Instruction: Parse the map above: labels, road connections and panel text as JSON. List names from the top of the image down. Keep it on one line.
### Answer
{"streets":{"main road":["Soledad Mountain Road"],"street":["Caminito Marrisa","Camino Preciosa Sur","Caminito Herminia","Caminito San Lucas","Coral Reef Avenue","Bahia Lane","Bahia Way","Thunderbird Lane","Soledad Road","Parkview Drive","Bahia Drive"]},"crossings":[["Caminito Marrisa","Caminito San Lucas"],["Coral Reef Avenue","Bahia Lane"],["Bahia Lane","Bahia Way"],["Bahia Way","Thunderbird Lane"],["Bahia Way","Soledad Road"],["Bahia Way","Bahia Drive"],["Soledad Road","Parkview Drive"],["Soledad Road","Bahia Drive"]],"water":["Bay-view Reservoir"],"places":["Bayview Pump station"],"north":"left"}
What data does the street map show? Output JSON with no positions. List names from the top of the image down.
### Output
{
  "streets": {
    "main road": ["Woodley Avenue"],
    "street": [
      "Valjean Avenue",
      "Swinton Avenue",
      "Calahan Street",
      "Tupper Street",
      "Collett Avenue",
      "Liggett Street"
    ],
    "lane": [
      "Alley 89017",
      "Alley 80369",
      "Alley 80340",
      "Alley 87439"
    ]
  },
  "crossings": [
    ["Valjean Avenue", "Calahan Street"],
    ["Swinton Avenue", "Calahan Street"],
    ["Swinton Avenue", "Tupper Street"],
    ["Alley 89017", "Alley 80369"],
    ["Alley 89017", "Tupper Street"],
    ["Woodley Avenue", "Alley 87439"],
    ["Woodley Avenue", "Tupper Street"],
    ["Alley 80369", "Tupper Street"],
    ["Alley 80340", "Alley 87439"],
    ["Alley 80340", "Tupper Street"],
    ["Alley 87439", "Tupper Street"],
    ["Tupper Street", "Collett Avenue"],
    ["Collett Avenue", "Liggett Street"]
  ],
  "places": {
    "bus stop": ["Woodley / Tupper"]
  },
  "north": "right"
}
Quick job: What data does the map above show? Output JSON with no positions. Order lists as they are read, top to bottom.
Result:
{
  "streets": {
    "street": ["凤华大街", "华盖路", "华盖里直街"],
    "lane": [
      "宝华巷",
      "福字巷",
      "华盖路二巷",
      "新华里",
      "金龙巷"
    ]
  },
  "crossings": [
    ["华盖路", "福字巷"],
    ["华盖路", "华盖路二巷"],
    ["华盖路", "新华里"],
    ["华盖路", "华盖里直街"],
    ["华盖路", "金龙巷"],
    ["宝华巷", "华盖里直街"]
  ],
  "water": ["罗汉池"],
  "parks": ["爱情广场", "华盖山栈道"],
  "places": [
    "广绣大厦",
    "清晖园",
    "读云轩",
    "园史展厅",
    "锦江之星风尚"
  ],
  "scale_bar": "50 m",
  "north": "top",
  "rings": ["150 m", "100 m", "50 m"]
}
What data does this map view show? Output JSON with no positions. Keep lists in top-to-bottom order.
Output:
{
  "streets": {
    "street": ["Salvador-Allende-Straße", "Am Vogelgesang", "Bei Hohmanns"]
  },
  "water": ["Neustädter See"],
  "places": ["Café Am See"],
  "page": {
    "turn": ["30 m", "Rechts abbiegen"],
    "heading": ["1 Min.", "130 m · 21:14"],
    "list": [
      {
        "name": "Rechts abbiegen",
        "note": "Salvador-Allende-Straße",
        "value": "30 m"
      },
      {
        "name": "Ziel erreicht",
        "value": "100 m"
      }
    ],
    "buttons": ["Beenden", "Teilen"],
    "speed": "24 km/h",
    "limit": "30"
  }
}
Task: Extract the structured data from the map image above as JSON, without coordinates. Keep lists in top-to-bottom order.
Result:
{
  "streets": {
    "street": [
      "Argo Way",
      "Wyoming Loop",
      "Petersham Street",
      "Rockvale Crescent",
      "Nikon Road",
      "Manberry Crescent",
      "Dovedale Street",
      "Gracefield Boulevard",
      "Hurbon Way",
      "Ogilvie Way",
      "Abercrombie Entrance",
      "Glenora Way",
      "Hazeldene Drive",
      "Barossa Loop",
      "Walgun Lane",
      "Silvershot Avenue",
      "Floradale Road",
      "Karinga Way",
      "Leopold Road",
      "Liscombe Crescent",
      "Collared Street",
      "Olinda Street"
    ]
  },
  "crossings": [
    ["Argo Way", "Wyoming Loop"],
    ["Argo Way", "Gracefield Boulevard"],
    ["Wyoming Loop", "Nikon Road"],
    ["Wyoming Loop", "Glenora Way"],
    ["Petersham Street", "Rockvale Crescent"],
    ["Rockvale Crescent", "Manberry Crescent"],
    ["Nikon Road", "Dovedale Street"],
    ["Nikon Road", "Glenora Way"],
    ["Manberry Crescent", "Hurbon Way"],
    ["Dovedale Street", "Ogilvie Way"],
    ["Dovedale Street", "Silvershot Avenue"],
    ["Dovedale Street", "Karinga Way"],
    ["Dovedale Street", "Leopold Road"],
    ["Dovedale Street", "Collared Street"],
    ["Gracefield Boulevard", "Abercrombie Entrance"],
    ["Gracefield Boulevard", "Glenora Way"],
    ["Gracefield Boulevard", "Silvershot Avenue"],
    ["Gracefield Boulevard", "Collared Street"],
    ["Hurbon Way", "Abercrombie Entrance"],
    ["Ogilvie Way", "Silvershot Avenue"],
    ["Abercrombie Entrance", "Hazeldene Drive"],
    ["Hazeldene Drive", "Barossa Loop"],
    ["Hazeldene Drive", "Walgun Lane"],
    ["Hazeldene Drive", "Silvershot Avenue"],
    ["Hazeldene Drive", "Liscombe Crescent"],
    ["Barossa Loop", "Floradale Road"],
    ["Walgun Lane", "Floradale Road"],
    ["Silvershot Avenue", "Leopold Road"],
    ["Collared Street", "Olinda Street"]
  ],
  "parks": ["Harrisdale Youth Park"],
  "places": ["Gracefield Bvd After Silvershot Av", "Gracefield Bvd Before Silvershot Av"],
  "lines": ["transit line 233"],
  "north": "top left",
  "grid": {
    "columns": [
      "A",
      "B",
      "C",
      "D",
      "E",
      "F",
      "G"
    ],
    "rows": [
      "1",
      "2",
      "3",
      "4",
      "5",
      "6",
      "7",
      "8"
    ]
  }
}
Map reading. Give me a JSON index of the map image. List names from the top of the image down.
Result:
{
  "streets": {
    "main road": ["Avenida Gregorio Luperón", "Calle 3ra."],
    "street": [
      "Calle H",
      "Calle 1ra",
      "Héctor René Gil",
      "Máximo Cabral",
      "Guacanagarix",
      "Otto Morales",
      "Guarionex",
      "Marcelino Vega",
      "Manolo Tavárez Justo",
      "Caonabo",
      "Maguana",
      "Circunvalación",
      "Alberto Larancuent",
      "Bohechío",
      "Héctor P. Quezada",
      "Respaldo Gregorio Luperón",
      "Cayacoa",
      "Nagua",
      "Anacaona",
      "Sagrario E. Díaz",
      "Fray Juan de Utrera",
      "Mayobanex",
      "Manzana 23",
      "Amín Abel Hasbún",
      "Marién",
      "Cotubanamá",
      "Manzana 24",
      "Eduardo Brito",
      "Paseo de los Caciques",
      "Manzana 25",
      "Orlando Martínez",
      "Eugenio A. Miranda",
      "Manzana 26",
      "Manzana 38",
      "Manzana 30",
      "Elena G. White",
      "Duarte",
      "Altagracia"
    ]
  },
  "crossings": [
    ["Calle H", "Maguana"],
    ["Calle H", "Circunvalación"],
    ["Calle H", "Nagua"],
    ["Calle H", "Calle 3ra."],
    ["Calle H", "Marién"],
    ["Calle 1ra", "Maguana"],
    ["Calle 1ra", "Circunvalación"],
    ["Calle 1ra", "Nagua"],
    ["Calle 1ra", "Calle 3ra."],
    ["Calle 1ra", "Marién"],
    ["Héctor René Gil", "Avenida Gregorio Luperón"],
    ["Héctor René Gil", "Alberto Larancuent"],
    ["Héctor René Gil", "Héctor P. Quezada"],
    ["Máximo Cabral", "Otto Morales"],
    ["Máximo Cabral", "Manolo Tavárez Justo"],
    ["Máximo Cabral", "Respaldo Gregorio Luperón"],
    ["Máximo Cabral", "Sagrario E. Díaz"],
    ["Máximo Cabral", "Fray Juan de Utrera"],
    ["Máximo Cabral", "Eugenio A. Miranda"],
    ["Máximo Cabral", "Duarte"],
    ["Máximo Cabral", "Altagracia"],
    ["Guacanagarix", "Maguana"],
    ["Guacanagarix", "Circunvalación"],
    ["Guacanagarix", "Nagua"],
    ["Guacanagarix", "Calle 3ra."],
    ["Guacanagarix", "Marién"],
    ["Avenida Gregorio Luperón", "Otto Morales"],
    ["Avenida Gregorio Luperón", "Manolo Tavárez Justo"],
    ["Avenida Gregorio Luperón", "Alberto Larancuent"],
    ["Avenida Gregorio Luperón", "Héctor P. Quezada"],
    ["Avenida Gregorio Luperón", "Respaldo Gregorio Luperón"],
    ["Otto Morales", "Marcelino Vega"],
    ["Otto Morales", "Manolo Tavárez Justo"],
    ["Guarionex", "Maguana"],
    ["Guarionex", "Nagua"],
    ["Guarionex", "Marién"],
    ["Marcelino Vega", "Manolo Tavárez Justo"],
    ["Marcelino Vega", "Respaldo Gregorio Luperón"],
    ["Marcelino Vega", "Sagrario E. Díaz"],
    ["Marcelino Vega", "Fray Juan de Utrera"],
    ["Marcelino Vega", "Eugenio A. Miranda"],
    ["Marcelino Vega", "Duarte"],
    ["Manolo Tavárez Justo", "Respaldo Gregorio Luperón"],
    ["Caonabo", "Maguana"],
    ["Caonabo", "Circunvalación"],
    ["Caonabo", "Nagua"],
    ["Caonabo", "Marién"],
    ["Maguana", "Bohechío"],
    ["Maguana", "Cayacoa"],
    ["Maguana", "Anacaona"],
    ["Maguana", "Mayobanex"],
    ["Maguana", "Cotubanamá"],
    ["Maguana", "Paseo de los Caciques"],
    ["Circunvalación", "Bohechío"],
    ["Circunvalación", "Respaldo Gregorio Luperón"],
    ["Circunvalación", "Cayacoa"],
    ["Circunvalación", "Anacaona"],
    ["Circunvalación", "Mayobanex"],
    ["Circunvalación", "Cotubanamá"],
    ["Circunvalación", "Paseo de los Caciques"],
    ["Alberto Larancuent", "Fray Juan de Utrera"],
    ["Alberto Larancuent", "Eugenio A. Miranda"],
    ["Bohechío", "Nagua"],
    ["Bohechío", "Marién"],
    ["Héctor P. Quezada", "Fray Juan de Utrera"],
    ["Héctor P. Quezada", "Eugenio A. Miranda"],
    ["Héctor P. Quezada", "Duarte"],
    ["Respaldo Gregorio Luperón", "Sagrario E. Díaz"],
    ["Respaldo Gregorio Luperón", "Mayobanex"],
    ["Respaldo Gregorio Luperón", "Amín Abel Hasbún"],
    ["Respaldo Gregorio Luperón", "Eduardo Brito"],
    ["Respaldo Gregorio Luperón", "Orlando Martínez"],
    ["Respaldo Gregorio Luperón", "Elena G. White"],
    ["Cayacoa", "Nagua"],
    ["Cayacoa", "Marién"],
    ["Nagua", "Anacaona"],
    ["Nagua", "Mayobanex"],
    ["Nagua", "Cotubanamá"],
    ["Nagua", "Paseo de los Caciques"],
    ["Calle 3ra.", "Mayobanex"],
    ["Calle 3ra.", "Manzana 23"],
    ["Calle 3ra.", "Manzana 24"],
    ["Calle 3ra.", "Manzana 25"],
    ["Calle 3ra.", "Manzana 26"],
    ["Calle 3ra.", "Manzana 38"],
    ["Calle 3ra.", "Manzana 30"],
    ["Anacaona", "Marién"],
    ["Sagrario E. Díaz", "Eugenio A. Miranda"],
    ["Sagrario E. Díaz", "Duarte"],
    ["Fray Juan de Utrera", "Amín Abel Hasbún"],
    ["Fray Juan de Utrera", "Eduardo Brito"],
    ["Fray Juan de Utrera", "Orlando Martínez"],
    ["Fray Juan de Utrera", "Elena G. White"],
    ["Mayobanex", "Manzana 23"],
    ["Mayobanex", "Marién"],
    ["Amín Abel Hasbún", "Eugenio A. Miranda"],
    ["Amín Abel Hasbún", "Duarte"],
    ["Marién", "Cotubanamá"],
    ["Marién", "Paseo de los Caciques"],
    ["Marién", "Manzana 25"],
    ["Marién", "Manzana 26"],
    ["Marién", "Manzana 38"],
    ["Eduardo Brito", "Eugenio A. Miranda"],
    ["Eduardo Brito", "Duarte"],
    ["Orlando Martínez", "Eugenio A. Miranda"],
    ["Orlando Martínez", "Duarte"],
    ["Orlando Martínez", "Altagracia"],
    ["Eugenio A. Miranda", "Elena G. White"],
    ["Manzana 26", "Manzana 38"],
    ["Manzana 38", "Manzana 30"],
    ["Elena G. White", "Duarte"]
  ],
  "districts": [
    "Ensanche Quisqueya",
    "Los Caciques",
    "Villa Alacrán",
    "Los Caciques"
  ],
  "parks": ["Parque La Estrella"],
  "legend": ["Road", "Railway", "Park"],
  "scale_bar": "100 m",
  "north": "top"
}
----------
**Work to be completed**
Above are the records; from them, give again exactly the lines from the one containing "What data does the street" through the one containing "Quick job: What", both included.

**Answer below**
What data does the street map show? Output JSON with no positions. List names from the top of the image down.
### Output
{
  "streets": {
    "main road": ["Woodley Avenue"],
    "street": [
      "Valjean Avenue",
      "Swinton Avenue",
      "Calahan Street",
      "Tupper Street",
      "Collett Avenue",
      "Liggett Street"
    ],
    "lane": [
      "Alley 89017",
      "Alley 80369",
      "Alley 80340",
      "Alley 87439"
    ]
  },
  "crossings": [
    ["Valjean Avenue", "Calahan Street"],
    ["Swinton Avenue", "Calahan Street"],
    ["Swinton Avenue", "Tupper Street"],
    ["Alley 89017", "Alley 80369"],
    ["Alley 89017", "Tupper Street"],
    ["Woodley Avenue", "Alley 87439"],
    ["Woodley Avenue", "Tupper Street"],
    ["Alley 80369", "Tupper Street"],
    ["Alley 80340", "Alley 87439"],
    ["Alley 80340", "Tupper Street"],
    ["Alley 87439", "Tupper Street"],
    ["Tupper Street", "Collett Avenue"],
    ["Collett Avenue", "Liggett Street"]
  ],
  "places": {
    "bus stop": ["Woodley / Tupper"]
  },
  "north": "right"
}
Quick job: What data does the map above show? Output JSON with no positions. Order lists as they are read, top to bottom.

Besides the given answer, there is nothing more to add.